Beitragsart: Kommentar
Sprache: deutsch
Redaktionsbereich: Politik/Info
Serie: Aus Neutraler Sicht
Entstehung

AutorInnen: Albert Jörimann
Kontakt: redaktion(at)radio-frei.de
Radio: Radio F.R.E.I., Erfurt im www
Produktionsdatum: 18.01.2024
CC BY-NC-SA
Creative Commons BY-NC-SA
Namensnennung - Nicht-kommerziell - Weitergabe unter gleichen Bedingungen erwünscht
Skript
Bauern auf der Straße, Eisenbahner:innen neben den Schienen, Transporteurinnen auf den Barrikaden, scharenweise zuckeln die Kleinbusse von Handwerksleuten hinterher: Die Empörung der Empörten irritiert mich insofern, als ich nicht sehe, in wessen Interesse sie sich letztlich äussern.
Das Geschäft mit den Frustrationen ist ein seltsames Ding, in erster Linie in ihrer Entstehung beziehungsweise wie sich ein soweit normales Existenzgefühl, das zwangsläufig verschiedene Einschränkungen beinhaltet wie die Tatsache, dass wir alle weder einen Nobelpreis in Literatur erhalten werden noch je in unserem Leben eine Milliarde Euro unser eigen nennen werden, verwandelt in Frustration. Zum Teil liegt die Ursache für diese Verwandlung offensichtlich in der miserablen Qualität des Schauspiels, welche in Deutschland die Regierung seit den Neuwahlen bietet; so kann man das demokratische Publikum natürlich nicht bei der Stange halten, wenn die Darsteller:innen auf der Bühne ihren Text vergessen oder willkürlich anpassen oder sich anraunzen, wie sie es im Proberaum nicht wagen würden. Aber der wichtigste Teil der Unzufriedenheit liegt in der Ahnung davon, dass sowohl das demokratische Schauspiel als auch das aufgeführte Stück und überhaupt das ganze Theatergebäude anders, besser denkbar wären, und hierin begreife ich die protestierenden Subjekte voll und ganz und gehe mit ihnen einig und würde mich gerne vor Wut und Frustration selber auf einem Traktor ankleben. Ich würde am liebsten auf eine Tafel schreiben: Haut doch ab, ihr Haufen von inkompetenten und inkontinenten Parlamentarierinnen, Staatssekretärinnen, Senatorinnen, Amtsdirektorinnen, denen es seit Jahrzehnten nicht gelingt, die Bundesrepublik Deutschland nur schon administrativ so einzurichten, wie es modernen Prinzipien entspricht und wie es die moderne Software schon längstens erlauben täte. Ja, das würde ich schreiben und die Tafel anschließend vermutlich im Landwehrkanal versenken, weil das ja auch wieder niemanden interessiert; denn genau das, eine politische Form, also eine Form, die auf tatsächliche Veränderungen zielt und eine Vorstellung davon hat, wie man es besser machen könnte abgesehen vom lamentablen Theater der Regierung, diese Form sehe ich bei den akuten Demonstrationen ja nicht.
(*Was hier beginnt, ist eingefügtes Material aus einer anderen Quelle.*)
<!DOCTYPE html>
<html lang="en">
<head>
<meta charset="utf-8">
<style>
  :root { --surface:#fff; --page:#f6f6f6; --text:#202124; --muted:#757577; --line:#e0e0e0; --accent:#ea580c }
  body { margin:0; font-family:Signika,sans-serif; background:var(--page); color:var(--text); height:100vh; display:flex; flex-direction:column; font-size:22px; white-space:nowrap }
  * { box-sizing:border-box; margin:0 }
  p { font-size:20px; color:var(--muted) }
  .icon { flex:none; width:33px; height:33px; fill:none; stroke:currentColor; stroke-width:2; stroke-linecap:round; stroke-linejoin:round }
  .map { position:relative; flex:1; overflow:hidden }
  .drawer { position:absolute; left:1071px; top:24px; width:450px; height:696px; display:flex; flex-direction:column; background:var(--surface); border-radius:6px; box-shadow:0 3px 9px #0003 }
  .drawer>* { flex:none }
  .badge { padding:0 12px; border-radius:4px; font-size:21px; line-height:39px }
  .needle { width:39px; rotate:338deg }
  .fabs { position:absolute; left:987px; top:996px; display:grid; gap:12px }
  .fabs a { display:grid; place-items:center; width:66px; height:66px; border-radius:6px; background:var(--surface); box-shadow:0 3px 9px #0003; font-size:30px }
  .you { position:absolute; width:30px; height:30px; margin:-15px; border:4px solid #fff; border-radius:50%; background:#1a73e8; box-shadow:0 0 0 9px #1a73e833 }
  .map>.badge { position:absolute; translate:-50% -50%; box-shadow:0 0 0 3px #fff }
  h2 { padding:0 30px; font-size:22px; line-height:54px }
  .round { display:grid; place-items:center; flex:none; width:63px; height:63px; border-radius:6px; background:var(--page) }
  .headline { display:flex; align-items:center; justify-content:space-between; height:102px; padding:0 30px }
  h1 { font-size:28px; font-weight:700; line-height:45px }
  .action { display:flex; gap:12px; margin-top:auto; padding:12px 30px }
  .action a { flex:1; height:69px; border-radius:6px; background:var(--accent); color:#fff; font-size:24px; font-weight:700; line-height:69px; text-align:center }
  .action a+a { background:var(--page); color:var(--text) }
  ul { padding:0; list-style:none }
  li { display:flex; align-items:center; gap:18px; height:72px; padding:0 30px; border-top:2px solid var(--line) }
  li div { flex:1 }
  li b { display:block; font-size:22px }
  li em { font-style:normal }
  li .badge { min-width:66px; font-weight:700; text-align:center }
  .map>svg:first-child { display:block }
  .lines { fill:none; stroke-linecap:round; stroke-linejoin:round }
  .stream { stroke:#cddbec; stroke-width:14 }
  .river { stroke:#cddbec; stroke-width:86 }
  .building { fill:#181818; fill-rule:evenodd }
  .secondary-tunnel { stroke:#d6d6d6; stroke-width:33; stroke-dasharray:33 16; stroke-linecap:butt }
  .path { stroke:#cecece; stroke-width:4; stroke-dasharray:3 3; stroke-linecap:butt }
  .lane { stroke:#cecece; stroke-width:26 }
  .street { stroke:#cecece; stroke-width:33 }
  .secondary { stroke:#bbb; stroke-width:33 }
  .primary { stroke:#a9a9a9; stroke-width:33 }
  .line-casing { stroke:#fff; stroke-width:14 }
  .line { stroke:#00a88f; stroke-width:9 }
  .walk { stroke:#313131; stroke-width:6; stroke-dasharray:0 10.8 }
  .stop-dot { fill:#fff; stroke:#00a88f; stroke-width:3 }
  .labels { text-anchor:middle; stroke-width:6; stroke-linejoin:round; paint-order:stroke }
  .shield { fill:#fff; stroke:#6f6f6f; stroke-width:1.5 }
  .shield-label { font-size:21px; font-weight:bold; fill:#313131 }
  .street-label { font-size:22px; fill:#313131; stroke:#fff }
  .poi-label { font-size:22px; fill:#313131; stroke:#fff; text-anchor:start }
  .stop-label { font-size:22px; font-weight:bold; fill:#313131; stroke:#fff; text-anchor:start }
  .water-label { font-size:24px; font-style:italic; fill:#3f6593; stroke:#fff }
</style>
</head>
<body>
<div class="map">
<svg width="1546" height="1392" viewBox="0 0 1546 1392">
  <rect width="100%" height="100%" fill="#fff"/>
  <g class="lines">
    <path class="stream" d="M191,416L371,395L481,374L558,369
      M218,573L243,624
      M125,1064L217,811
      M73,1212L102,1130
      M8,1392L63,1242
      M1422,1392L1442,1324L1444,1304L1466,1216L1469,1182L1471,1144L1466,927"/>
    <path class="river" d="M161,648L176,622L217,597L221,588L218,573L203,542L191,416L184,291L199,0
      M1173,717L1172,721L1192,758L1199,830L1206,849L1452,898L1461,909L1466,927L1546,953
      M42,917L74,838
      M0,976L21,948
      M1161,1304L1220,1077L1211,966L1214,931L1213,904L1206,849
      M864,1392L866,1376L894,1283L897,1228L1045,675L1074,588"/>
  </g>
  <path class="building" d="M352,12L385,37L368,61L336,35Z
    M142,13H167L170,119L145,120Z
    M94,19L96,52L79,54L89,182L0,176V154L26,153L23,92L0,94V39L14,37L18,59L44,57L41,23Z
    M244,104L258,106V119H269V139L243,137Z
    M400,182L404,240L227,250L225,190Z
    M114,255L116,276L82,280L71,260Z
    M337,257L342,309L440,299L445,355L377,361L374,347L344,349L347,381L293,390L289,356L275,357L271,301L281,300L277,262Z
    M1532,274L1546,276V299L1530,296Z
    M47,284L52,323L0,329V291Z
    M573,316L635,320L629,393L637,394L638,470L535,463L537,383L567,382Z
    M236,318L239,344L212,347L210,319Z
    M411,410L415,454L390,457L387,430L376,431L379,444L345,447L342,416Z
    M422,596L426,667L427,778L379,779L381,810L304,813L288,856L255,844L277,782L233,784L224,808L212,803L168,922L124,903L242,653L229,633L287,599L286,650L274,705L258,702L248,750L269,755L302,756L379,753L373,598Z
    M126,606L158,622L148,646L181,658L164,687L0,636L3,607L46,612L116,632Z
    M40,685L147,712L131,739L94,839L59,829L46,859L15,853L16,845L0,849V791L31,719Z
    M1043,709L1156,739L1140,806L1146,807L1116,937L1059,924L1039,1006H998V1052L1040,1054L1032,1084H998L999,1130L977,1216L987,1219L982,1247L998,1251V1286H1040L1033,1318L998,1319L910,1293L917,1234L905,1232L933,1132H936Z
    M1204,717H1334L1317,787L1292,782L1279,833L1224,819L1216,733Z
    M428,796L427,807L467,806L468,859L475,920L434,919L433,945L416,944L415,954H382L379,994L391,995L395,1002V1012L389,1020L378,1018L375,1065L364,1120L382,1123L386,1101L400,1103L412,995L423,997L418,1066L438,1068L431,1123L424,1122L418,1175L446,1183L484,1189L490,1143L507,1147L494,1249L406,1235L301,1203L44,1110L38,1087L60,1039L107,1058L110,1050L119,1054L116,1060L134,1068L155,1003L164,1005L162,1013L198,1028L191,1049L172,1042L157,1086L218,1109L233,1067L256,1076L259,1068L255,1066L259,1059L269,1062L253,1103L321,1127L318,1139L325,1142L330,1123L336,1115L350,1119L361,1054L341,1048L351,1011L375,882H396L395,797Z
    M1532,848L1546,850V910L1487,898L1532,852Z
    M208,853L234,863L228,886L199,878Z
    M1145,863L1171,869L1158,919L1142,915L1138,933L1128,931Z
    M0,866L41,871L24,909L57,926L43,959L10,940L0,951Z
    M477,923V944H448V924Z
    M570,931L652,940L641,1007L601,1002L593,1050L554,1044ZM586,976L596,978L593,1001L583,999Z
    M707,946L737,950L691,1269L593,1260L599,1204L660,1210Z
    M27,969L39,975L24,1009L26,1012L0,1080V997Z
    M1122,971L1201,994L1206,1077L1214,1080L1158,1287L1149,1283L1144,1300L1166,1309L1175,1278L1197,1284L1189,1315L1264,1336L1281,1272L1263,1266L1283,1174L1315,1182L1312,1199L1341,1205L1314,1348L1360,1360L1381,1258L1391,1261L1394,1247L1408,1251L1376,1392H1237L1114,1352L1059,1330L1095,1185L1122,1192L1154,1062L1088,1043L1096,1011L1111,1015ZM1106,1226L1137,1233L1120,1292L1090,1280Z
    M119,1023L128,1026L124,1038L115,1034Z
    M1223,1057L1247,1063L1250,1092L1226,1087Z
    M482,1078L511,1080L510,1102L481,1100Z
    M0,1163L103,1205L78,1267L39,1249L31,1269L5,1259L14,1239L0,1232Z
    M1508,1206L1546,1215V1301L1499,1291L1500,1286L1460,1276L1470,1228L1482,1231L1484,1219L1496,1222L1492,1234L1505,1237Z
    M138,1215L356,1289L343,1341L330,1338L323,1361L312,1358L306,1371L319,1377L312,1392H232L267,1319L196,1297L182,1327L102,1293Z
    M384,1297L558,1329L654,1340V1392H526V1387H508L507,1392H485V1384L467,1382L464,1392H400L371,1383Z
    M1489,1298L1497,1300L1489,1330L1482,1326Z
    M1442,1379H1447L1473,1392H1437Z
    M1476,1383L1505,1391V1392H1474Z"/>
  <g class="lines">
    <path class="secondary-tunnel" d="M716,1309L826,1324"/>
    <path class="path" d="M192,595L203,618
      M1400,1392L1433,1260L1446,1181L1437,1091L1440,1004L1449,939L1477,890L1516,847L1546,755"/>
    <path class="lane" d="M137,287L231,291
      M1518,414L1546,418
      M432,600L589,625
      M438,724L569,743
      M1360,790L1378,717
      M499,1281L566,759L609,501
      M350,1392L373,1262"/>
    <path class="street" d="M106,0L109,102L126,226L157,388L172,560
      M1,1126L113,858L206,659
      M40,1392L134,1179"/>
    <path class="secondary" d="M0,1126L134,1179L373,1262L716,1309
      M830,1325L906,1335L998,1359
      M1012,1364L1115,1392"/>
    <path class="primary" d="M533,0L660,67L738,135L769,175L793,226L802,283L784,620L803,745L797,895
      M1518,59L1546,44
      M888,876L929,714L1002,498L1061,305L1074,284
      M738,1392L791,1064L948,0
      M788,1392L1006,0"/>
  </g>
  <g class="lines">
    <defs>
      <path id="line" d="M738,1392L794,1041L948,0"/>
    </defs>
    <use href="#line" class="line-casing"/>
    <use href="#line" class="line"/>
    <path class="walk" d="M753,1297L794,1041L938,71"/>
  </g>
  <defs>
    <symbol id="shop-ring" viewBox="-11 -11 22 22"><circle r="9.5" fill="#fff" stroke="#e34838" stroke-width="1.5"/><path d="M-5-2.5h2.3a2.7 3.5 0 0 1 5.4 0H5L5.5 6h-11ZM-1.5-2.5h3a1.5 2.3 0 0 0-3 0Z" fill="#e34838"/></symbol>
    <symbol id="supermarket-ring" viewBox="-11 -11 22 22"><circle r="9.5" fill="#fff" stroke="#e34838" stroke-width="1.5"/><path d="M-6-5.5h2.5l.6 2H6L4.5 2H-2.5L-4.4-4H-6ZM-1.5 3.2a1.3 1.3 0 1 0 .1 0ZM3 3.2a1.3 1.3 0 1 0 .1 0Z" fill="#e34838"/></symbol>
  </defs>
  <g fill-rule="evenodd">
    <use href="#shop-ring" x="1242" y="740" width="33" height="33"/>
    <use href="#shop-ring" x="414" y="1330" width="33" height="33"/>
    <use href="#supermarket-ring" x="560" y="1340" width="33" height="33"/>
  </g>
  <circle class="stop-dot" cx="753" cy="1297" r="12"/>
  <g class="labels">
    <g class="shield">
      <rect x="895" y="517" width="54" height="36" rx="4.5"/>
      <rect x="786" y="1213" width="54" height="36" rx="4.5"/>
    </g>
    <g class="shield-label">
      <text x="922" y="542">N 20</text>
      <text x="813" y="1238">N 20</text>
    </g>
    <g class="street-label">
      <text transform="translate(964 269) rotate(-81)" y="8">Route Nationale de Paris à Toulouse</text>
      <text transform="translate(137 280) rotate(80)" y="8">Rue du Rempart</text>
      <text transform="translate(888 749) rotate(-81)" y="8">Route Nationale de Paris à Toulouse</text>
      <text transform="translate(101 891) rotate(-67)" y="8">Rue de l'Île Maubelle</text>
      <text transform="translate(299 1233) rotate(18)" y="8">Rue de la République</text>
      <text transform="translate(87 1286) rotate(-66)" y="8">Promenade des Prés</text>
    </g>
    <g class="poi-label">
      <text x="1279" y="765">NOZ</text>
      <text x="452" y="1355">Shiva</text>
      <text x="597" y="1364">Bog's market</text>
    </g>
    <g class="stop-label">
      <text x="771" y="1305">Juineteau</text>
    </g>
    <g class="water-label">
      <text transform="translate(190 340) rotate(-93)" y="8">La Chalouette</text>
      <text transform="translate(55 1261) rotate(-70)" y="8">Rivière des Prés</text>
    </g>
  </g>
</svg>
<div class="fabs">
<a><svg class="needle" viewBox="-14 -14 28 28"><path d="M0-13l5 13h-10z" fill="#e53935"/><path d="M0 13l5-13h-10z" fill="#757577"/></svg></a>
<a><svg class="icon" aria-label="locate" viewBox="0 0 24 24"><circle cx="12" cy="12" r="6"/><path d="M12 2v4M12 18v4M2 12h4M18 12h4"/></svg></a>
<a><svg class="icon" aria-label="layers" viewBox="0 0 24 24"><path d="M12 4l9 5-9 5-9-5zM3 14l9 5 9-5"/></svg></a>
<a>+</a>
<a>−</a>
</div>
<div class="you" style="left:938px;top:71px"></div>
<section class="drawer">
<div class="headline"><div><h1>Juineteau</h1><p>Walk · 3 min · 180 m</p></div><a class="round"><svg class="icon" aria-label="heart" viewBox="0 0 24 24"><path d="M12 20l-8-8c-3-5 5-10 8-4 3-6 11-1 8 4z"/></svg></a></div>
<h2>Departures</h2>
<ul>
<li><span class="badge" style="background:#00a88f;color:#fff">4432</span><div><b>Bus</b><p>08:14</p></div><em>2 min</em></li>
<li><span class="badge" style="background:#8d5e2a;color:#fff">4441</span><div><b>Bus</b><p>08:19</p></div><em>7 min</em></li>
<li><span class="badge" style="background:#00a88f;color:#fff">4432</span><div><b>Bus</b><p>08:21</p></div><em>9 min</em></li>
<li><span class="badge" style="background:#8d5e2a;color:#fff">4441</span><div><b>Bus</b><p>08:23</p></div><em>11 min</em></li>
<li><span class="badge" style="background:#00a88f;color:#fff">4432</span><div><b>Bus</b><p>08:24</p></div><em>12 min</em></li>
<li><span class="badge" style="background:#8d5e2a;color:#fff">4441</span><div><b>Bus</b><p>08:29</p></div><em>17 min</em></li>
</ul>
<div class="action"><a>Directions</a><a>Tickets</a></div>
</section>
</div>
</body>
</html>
Leider sehe ich sie auch nicht bei jenen Teilen des politischen Spektrums, das man früher zur Opposition zählte, und das ist auch der Grund dafür, dass die Existenzgrundlagen für die politische Linke dahingeschmolzen sind wie die Gletscher in einem warmen Sommer.

Es nützt ja nichts, wenn ich jammere, dass das früher anders war, als es ein Machtkartell aus Wirtschaft und den Christdemokratinnen gab, wo manchmal die Sozen ran durften und auch ein bisschen regieren wie die Christdemokratinnen, welche ihrerseits jahre- und jahrzehntelang das Machtkartell mit lupenreiner sozialdemokratischer Politik betrieben. Während einigen Momenten kamen auch die Grünen zum Zug und in jenen Zeiten, da die Ideologie der freien Marktwirtschaft noch so etwas wie eine Standardwährung im politischen Diskurs war, gab es auch eine FDP-Note dazu. Die Empörung war aber immer zuverlässig auf der Seite der machtlosen Gegner des Machtkartells zu finden. Hin und wieder empörten sich auch die Sozialdemokratinnen, wenn sie gerade nicht an der Macht oder an der Macht beteiligt waren. Aber heute, wo ist denn dieses Machtkartell geblieben, wo sind die Spitzen der Unternehmerinnenverbände, welche früher jeweils den Tarif durchgegeben haben, und zwar nicht nur im Tarifstreit? Im Moment ist alles etwas undurchsichtig. Ohne jede konkrete Vorschläge für eine überfällige Reorganisation ist man vorsichtshalber gegen alles, und allen voran ist der bayrische Minister­präsi­dent gegen alles. Aber das nur nebenbei.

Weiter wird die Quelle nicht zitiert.